With Japan’s current PR strategy lying in the hands of a stagnant government, unable to communicate in a clear way with its own people, the image of Brand Japan in the West has become increasingly outdated, stifling international growth in areas that the country should be renowned for. In fact, just the other week the Ministry of Tourism made a huge PR blunder when it turned out that the 10,000 flights offered earlier this year to foreigners who wrote about Japan in order to enhance tourism numbers were not, after all, going to be given away, as the budget for the flights was not approved.

In a recent speech given in Japan, Richard Edelman, the CEO of the world’s largest independent PR firm said, “A huge gap now exists between Japan’s traditional communications models and new external realities. We are already at the breaking point – as Fukushima and other crises have shown, the financial and reputational damage recently suffered by many of Japan’s leading institutions can be mitigated only by applying the core values of fully-empowered public relations.”
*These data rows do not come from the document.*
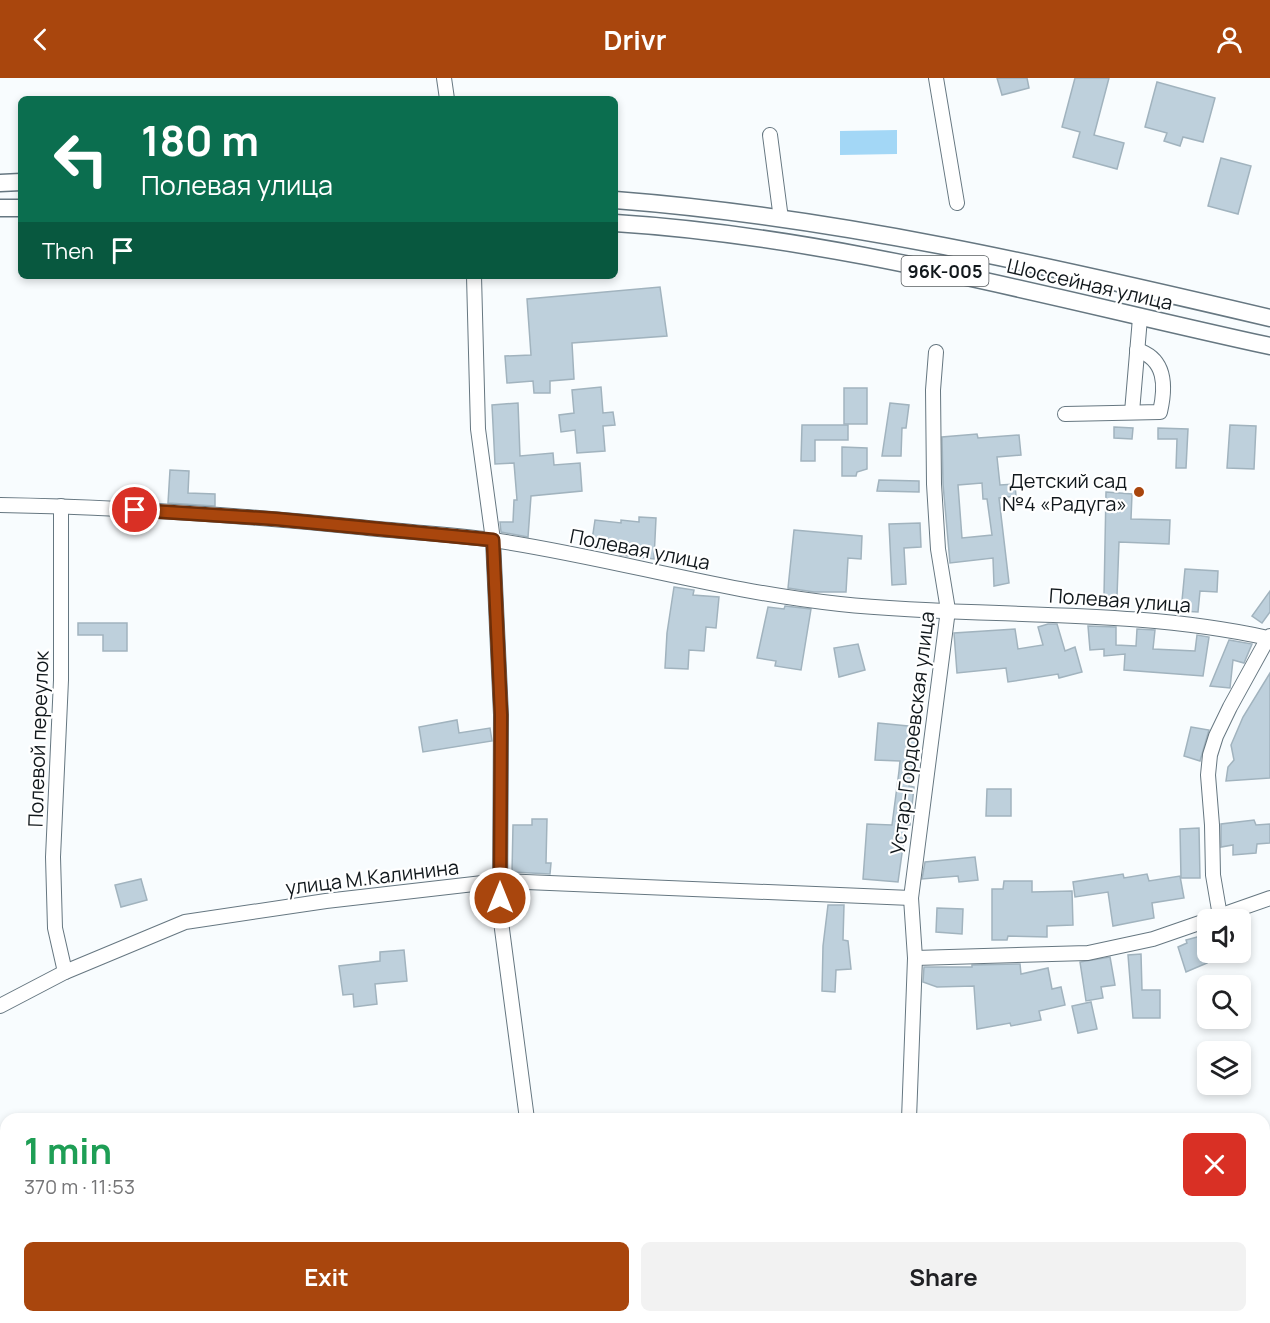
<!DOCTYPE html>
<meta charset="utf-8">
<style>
body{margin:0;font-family:Manrope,sans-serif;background:#f2f2f2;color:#202124;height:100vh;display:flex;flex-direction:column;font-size:22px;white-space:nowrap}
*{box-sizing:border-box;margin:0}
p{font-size:20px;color:#757577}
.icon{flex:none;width:33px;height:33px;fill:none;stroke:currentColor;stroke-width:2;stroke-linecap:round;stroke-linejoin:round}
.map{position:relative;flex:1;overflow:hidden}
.details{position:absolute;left:0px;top:1035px;width:1270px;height:210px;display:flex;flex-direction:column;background:#fff;border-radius:18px 18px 0 0;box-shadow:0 3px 9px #0003}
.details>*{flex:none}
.guide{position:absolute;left:18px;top:18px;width:600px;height:183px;border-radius:9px;box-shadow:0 3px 9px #0003;background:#0b6e4f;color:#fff;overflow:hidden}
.controls{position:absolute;left:1197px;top:831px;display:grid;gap:12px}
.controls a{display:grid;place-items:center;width:54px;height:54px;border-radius:9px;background:#fff;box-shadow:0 3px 9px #0003;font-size:30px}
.pin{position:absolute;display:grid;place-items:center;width:51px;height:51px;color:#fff;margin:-26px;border:3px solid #fff;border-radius:50%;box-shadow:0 2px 6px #0007}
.me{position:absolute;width:66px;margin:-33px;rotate:0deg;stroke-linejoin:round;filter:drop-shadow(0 0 4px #0008)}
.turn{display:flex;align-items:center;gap:21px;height:126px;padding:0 24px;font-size:27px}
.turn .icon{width:78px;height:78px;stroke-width:2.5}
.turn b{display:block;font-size:42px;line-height:51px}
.then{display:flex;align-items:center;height:57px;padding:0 24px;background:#0003;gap:12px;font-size:22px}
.round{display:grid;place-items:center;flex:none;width:63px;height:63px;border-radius:9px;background:#f2f2f2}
.summary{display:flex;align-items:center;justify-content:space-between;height:102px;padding:0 24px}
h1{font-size:36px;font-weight:700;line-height:45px;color:#1e9e55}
.button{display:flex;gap:12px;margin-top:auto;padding:12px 24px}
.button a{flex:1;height:69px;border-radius:9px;background:#a9460d;color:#fff;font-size:24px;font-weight:700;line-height:69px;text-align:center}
.button a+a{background:#f2f2f2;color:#202124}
header{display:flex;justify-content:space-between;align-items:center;height:78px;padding:0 24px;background:#a9460d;color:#fff;font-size:27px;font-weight:700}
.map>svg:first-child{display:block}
</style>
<header><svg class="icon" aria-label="back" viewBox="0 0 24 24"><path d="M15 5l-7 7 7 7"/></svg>Drivr<svg class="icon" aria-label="person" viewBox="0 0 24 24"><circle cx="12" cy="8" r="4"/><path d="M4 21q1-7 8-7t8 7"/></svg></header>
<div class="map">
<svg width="1270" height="1245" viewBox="0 0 1270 1245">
<rect width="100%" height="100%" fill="#f8fcfe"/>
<path fill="#a3d7f6" d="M897,52V76L840,77V53Z"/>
<g fill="#bed0dc" stroke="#a1b3be" stroke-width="1.5" fill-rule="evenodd">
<path d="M997,0H1027L1029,10L1002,17Z"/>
<path d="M1075,0H1109L1094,57L1124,65L1117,91L1073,79L1080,54L1062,49Z"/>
<path d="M1157,4L1215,20L1203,64L1183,59L1180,68L1164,63L1167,55L1145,49Z"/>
<path d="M1221,80L1251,88L1238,136L1208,128Z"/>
<path d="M660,209L667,258L572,265L574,301L550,303V315H534L533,303L507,305L505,278L531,277L527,221Z"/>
<path d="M601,309L603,335L613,334L615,347L603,348L605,373L577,375L575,352L561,354L559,337L574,335L572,312Z"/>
<rect x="844" y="310" width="23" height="36"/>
<path d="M518,325L520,378L553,375L554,387L580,385L582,413L531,418L528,459L501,454L500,444H513L514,422H517L514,385L495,386L492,327Z"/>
<path d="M890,325L909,327L906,350H902L901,378H882Z"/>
<path d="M802,347H848V362H815V383H801Z"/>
<path d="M1230,347L1256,348L1254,391L1227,390Z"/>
<path d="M1114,349L1133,350L1132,361L1114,360Z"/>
<path d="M1158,350L1188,351L1186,390H1176L1177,361H1158Z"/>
<path d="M977,356L978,360L1019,357L1021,377L997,379L1000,407L1015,406L1016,418L999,420L1009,505L994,508L993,480L950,485L943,406L942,359ZM982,405L983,421H987L992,457L962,460L958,407Z"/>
<path d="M842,369L867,370V391L857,394L856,398H842Z"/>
<path d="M170,392L189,393L188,415L215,416V428L168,425Z"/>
<path d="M879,402L919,403V414L877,413Z"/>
<path d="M1106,414L1132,416L1131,441L1170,442L1169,466L1119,464L1117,518H1104Z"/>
<path d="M639,439L656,440L654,481L620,477L618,473L591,469L595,442L621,445V442L639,444Z"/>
<path d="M920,445L921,469L904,470L906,506L892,507L889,446Z"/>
<path d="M794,452L862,458L861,481L848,480L846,514H814L788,510Z"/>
<path d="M1185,491L1218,493L1217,514L1200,513L1198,534L1181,533Z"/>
<path d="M674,509L694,512L693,517L719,519L716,550L706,549L704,573L689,572L688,591L665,590L667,555Z"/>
<path d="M1270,513V534L1262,545L1252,538Z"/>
<path d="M785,528L811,531L801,592L775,588L776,583L757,580L768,529L784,531Z"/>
<path d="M78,545H127V573H103V557H78Z"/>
<path d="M1048,546H1057L1065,573L1075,569L1082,594L1059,600L1058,596L1008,604L1006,590L957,595L954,555L1015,551L1018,571L1043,567L1038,549Z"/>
<path d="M1088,548L1116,549V567L1136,568L1137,551L1155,552L1153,571L1195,573L1197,557L1209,559L1203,598L1124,592L1125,576L1104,578V571L1090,572Z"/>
<path d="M1229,562L1252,566L1244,585L1233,582L1230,610L1210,608Z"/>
<path d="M858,566L865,592L839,599L834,570Z"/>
<path d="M1270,595V700L1226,703L1228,689L1234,682L1231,667L1243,639Z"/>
<path d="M457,642L459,655L490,650L492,663L423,674L419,649Z"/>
<path d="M878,645L918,649L909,708L914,709L910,747H906L898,804L863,801L867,746L892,747L899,693L900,683L875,682Z"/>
<path d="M1191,649L1209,652L1200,683L1184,678Z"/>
<path d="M987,711H1011V738H986Z"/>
<path d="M532,741H547L546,785H551L550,796L512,794L513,747H532Z"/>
<path d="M1254,742L1256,747L1270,746V765L1257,766L1256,775L1233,777V767L1221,769V746Z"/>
<path d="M1199,750L1200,800H1181L1180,751Z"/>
<path d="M975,779L978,802L959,804L958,798L922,801L925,784Z"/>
<path d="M1123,796L1124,800L1147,796L1149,803L1180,798L1184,820L1152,825L1154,840L1113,848L1108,814L1075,819L1073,804Z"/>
<path d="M141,801L147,822L121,829L115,807Z"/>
<path d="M1004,803H1032V814L1072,813L1073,847L1047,848V859L1008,858L1007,862H992V811H1003Z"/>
<path d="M828,827H844L843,862L848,863L851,891L836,892L835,914L822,913L823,868Z"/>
<path d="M937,830L963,831L962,856L936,854Z"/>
<path d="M1201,858L1207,885L1186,894L1178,869L1187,865L1186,862Z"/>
<path d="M404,872L407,903L375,906L377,926L354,929L353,916L343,917L339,888L380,883V874Z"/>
<path d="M1141,876L1142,912H1160V940H1133L1128,877Z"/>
<path d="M1110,879L1115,907L1101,909L1103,920L1086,923L1080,884Z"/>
<path d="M1020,886L1021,896L1048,890L1052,911L1061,909L1065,927L1039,933L1041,942L1011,948L1010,945L977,951L974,908L937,909L923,904L924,889H972V887Z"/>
<path d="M1091,924L1097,951L1078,955L1072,928Z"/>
</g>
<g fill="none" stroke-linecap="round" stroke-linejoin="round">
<defs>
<g id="minor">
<path d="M444,0L447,21"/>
<path d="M936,0L957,125"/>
<path d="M770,57L781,141"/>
<path d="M474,198L478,351L493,462L501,637L500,836L527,1041"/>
<path d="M1132,334L1140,240"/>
<path d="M1065,336L1160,334C1166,308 1166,281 1137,272"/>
<path d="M0,427C120,429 239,437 359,449C403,454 449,456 493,462C609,479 723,514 840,526C983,541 1127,529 1268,560L1270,558"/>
<path d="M61,428V602L53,779L55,850L65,894"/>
<path d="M1220,838L1213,797L1212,747L1208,697L1210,677L1216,658L1230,629L1268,560"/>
<path d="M1213,840L1270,820"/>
<path d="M915,880L1088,875L1153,861L1208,842"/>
<path d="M0,928L65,894L185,844L326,823L500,803L911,820"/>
<path d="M909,1041L915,880L911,820L948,532L938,471L934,406L933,312L936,274"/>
<path d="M1264,1115H1270"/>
<path d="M0,1134H6"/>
<path d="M0,1224L6,1223"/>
<path d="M557,1239L558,1245"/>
<path d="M899,1245V1239"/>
</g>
<g id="major">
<path d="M0,105L21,104"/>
<path d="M615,122C837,139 1054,189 1270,240"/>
<path d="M0,130H21"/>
<path d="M615,145C838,159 1053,221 1270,268"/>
</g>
</defs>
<use href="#minor" stroke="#667781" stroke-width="16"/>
<use href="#major" stroke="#667781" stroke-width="19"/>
<use href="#minor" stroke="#fff" stroke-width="14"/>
<use href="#major" stroke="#fff" stroke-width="16"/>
</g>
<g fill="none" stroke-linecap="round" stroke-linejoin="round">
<defs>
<path id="route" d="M135,432L276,441L493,462L501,637L500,820"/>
</defs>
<use href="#route" stroke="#6e2e08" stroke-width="15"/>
<use href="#route" stroke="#a9460d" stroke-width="10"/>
</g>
<circle fill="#a9460d" stroke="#fff" stroke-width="2" cx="1139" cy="414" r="6"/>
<g text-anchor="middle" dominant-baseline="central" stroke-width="4.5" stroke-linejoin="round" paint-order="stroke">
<rect fill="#fff" stroke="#585d60" stroke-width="1.5" x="901.5" y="178" width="87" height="30" rx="4.5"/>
<g font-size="18" font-weight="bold" fill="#11181c">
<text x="945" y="193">96К-005</text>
</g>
<g font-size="20" fill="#11181c" stroke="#fff">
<text transform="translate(1090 206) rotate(13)">Шоссейная улица</text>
<text transform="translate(640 471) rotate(11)">Полевая улица</text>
<text transform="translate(1120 522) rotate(4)">Полевая улица</text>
<text transform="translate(912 655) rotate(-83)">Устар-Гордоевская улица</text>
<text transform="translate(38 661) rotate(-88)">Полевой переулок</text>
<text transform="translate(372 799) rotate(-7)">улица М.Калинина</text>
</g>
<g font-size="20" fill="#11181c" stroke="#fff" text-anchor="end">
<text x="1127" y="402">Детский сад<tspan x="1127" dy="23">№4 «Радуга»</tspan></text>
</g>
</g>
</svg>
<div class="controls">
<a><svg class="icon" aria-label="sound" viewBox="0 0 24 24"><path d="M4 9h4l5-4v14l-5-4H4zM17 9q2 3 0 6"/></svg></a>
<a><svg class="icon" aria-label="search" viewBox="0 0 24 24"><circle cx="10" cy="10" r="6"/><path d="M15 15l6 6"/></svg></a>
<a><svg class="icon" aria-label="layers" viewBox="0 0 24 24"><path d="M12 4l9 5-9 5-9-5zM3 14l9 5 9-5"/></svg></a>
</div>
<div class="pin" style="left:135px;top:432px;background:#d93025"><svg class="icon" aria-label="arrive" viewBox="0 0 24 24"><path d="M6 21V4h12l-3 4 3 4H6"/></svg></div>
<svg class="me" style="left:500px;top:820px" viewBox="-20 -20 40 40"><circle r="17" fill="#a9460d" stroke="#fff" stroke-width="3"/><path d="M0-11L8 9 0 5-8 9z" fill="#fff"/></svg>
<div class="guide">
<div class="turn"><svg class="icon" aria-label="left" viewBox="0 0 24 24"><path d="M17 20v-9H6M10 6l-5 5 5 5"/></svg><div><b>180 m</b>Полевая улица</div></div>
<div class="then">Then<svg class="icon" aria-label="arrive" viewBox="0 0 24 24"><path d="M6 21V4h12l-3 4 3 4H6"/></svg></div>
</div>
<section class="details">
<div class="summary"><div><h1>1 min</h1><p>370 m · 11:53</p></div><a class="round" style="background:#d93025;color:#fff"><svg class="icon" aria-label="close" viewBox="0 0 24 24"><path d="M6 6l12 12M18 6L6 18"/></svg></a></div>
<div class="button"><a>Exit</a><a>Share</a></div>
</section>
</div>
What signals Japan emits through their PR to the West should be the start of a conversation that piques peoples’ interest and prompts them to explore further and discover for themselves the unique and outstanding offerings the country has. Not, as it does currently, to provoke deriding laughter normally reserved for the eccentric kid in class with crazy ideas.
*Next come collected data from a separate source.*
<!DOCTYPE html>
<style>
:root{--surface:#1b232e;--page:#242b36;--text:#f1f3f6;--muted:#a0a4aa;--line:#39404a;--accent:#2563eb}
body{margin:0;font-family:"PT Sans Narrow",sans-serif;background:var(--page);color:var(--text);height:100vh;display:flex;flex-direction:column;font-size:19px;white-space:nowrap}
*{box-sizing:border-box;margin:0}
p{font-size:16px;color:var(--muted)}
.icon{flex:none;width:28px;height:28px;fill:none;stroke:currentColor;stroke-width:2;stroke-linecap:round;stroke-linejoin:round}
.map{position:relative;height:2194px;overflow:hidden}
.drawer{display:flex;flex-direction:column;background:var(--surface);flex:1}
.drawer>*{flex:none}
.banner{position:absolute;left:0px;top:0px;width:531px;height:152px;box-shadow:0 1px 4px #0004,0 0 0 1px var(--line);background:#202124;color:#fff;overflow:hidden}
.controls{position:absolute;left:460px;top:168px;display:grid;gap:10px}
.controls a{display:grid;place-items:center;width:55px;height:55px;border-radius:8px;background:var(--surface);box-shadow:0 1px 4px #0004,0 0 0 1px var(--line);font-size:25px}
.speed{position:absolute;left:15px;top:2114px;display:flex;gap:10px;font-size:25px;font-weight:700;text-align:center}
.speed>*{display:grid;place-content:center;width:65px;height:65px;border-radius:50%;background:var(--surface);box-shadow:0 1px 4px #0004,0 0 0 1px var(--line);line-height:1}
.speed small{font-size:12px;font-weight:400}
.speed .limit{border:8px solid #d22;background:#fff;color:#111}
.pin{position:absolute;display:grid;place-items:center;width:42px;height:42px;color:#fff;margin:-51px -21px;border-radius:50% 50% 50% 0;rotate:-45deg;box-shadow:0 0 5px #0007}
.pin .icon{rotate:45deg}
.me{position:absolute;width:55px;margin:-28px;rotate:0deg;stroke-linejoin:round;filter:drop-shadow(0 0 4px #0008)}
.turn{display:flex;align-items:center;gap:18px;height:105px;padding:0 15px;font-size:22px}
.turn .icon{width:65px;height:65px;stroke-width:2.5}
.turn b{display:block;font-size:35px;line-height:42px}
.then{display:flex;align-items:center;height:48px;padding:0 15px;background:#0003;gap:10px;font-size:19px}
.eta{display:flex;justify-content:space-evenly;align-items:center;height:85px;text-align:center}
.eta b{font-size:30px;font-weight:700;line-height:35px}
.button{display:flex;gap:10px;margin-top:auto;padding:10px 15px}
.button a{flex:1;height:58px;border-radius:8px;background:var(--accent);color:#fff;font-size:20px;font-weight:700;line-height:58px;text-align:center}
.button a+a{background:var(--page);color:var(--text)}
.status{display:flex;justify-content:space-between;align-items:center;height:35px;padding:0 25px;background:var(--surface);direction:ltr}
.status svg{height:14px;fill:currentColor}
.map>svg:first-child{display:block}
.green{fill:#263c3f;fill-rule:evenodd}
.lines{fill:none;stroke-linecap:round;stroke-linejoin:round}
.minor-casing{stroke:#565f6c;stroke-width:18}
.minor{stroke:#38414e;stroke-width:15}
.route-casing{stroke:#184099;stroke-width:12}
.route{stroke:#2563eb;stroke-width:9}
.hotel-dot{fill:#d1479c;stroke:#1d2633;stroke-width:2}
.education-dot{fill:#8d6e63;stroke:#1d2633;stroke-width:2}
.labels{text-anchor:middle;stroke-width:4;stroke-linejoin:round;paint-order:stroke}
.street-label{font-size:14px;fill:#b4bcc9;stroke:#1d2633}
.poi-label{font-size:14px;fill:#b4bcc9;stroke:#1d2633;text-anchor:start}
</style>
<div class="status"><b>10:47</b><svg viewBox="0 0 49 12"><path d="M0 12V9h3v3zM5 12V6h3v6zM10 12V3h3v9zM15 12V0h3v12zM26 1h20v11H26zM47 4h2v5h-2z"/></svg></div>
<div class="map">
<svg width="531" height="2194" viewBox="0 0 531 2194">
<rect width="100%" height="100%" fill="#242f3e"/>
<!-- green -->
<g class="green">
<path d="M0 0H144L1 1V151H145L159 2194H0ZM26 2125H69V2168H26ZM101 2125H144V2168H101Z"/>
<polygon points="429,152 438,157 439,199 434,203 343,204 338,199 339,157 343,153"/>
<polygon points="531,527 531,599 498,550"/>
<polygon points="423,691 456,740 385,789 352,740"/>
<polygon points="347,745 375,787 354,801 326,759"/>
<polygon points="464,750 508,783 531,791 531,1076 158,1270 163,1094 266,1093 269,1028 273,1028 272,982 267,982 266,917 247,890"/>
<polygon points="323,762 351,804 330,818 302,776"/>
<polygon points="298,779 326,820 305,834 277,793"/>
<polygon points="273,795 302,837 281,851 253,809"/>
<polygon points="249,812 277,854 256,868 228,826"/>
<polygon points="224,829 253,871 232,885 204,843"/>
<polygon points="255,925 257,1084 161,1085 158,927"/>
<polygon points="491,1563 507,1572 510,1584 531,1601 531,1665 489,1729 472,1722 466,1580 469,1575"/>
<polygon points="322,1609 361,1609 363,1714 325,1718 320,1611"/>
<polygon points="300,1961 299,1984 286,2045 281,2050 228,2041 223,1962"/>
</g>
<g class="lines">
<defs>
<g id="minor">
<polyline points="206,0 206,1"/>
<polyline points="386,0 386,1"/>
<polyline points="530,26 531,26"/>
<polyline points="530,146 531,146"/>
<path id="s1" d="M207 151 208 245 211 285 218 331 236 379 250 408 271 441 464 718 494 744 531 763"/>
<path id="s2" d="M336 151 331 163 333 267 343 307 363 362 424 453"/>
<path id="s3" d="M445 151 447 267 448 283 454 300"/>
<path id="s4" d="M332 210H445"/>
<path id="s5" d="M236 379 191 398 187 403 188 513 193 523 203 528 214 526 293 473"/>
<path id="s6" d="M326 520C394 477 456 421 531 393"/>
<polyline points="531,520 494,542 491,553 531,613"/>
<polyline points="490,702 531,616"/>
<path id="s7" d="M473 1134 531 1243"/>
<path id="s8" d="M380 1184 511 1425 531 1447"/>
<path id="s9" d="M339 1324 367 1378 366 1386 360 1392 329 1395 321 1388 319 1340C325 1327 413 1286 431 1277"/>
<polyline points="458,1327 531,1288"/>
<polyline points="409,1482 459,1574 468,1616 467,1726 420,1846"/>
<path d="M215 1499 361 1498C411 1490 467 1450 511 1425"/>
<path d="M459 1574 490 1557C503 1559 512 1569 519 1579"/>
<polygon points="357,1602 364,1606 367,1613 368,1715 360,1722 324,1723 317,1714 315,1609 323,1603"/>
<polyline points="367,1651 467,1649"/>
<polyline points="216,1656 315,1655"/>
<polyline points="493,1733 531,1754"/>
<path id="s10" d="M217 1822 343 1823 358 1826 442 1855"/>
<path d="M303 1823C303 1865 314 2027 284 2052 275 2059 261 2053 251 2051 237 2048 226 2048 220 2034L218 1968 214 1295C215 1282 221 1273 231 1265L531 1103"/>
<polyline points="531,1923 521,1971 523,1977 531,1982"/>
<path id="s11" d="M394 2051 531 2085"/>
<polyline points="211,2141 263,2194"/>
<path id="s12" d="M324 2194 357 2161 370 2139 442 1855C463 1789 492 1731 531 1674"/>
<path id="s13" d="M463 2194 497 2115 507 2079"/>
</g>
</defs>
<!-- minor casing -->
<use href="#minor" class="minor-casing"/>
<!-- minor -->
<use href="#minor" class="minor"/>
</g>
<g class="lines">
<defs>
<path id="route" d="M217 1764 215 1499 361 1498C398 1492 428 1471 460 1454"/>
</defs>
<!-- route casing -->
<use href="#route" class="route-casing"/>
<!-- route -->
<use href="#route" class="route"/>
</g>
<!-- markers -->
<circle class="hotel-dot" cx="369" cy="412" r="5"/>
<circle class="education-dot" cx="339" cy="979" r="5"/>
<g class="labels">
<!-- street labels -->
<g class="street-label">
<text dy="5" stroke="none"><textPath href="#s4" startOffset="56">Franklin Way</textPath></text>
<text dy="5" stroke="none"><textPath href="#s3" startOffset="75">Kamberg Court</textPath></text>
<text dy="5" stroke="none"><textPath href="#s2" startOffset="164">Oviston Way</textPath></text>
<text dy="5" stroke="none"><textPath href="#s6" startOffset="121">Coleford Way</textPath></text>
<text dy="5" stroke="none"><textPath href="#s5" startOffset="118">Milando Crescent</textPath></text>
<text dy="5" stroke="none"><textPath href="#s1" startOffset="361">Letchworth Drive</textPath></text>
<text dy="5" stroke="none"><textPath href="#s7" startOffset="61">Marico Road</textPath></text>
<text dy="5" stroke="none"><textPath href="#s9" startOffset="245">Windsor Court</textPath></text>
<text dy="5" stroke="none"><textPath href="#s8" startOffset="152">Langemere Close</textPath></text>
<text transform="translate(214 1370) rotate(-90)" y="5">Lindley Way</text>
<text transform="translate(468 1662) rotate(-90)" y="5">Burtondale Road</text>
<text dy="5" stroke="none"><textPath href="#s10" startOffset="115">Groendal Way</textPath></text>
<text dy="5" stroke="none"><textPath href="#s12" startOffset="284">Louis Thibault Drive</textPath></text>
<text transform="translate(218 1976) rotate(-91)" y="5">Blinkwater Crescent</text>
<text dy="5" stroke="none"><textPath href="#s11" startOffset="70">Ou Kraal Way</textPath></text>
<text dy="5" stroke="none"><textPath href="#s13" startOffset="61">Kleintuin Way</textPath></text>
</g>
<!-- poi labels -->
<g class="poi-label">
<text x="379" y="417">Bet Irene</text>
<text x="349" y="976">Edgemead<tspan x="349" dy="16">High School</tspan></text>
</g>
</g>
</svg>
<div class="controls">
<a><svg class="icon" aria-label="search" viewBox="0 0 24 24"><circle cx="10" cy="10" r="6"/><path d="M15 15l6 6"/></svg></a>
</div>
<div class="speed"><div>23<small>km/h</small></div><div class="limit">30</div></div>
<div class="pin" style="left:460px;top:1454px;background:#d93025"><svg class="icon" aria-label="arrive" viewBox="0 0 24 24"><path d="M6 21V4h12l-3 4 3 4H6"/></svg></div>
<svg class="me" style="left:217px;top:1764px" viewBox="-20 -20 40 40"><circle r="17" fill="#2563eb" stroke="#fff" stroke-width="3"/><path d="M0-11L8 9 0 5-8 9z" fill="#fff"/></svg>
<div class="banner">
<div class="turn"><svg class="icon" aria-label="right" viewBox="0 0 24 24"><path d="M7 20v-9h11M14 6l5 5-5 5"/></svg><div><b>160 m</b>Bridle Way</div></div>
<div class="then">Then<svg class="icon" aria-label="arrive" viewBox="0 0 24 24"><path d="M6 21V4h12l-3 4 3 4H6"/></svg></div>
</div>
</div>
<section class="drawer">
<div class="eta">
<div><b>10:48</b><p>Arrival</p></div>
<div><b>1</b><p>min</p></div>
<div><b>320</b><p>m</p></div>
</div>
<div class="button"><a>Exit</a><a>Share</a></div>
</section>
Engaging the public’s interest is never easy, but we have tried to show in this series that by focusing on significant, worthwhile subjects— like design, architecture, fashion and technology—we at least stand a chance to spark a conversation that starts people exploring. We haven’t even covered the film and arts scene in the country, which continues to produce content that influences the world. Nor have we explored topics such as literature, its transport system, the car industry, and many other areas where Japan continues to shine.

The country is as relevant today as it was during the bubble years, however, the areas in which it is relevant have shifted. By recognizing what the country has become and how perspectives have changed, focus can then be shifted to promoting Brand Japan with renewed concentration on that which will promote the virtues of a country that still has so much to offer, a real “Cool Japan.”